Usually the mission team ate breakfast at their house, lunch at the village prepared by the women there, and then piled in the van to go back to the church for dinner. But on the last night, the village threw a big party, and the team ate dinner with the locals. There was singing and dancing, and one of the guys from the church’s mission team borrowed a guitar from a man in the village. He sang praise songs from their church back home, and soon it was a full-blown worship service. They were all so tired from the week, from the work of course, but from the community too, from the overwhelming exposure to poverty, from the relentless engagement with other people, some who didn’t even speak the same language, and between the food and the music and the relief of leaving soon, a kind of mania began to build, a frenzy. Hands thrust into the sky, eyes closed, people wept and danced, people sunk to their knees. Julie felt like she had been lifted out of her body, flung out so she could see everything from a higher vantage point, a view more like God’s. What did the villagers do? They sang, Julie says. They danced. We all danced together. She says she can still remember watching Caroline, the bright head of blond hair like a light, as she spun and bobbed, Jake moving beside her but not touching her. The wild boy tore through the crowd. There was the sound of fabric ripping. Caroline stood still, the sky bright with color behind her, and held her tissue-thin skirt together, but it slipped, and everyone could see her legs, tan and firm, and the pale whisper of pink underwear. The boy was laughing at having ripped her skirt. Three girls flanked Caroline, shimmied her away, hiding her from view. Women from the village followed, each offering the clothes off their backs.

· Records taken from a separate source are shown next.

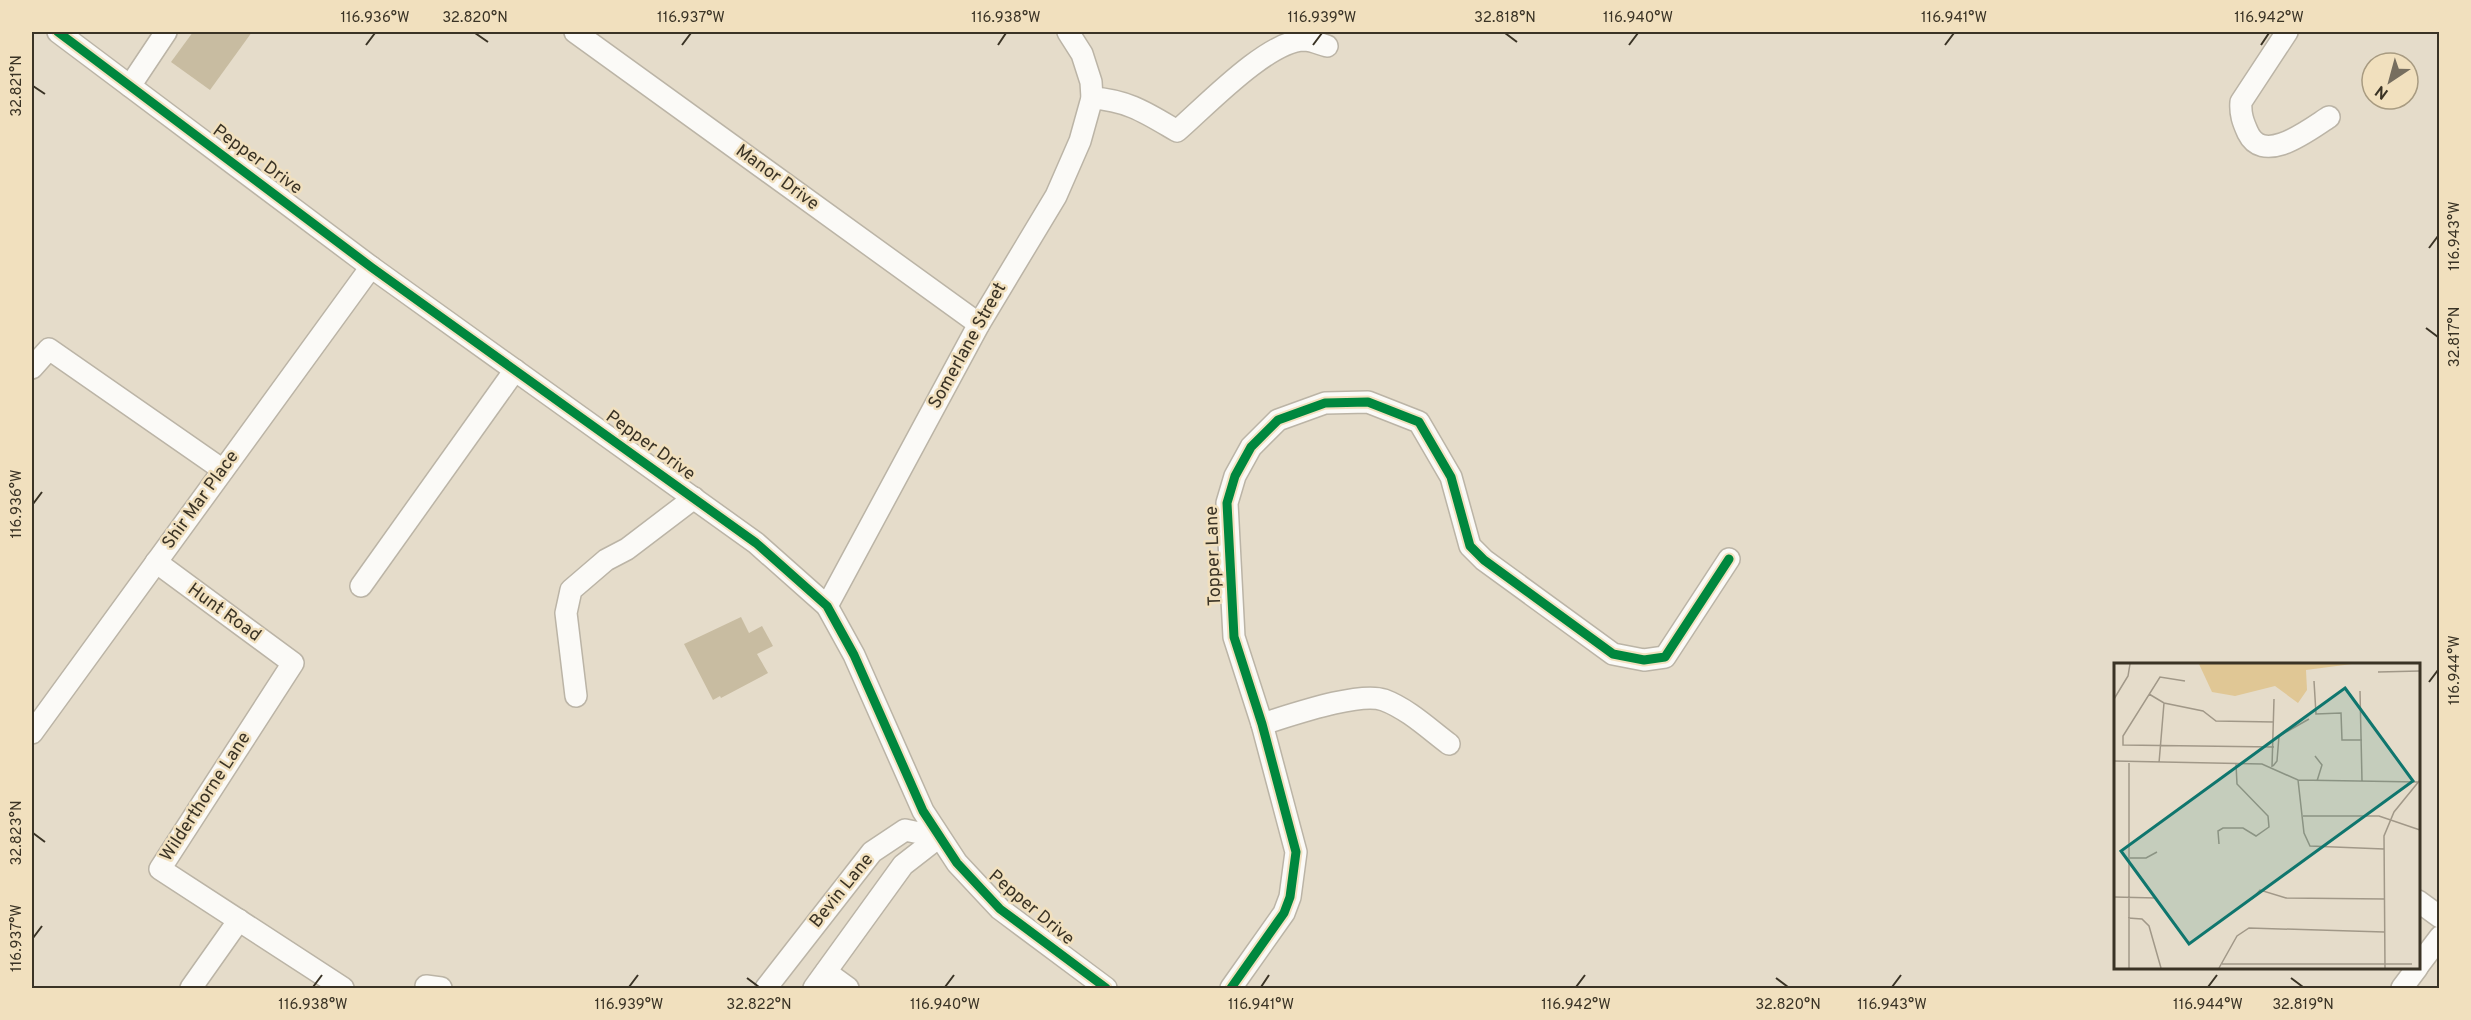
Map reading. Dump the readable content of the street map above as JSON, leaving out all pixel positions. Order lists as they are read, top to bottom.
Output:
{
  "streets": {
    "street": [
      "Pepper Drive",
      "Manor Drive",
      "Somerlane Street",
      "Shir Mar Place",
      "Topper Lane",
      "Hunt Road",
      "Wilderthorne Lane",
      "Bevin Lane"
    ]
  },
  "crossings": [
    ["Pepper Drive", "Somerlane Street"],
    ["Pepper Drive", "Shir Mar Place"],
    ["Pepper Drive", "Bevin Lane"],
    ["Manor Drive", "Somerlane Street"],
    ["Shir Mar Place", "Hunt Road"],
    ["Hunt Road", "Wilderthorne Lane"]
  ],
  "north": "bottom left",
  "coordinates": [
    "116.936°W",
    "32.820°N",
    "116.937°W",
    "116.938°W",
    "116.939°W",
    "32.818°N",
    "116.940°W",
    "116.941°W",
    "116.942°W",
    "32.821°N",
    "116.943°W",
    "32.817°N",
    "116.944°W",
    "32.823°N",
    "32.822°N",
    "32.819°N"
  ]
}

The woman who was not the mother of the boy picked him up—he was a small thing, slight but hard and fast as a knife—and she took him to the porch where she sat down on a white plastic chair and held him tightly. He pushed against her embrace, getting an arm loose, flailing, knocking her in the nose, which bled.
The sun was setting, so that bright color began to fade in the dusky light, but when there was still enough light to see by, Julie watched Jake and another boy from the church walk over to the wild boy and the woman. Jake held a tissue out to her, but she couldn’t remove her arms from the boy in her lap, and so Jake held it up to her nose, applying pressure and then gently wiping away the blood.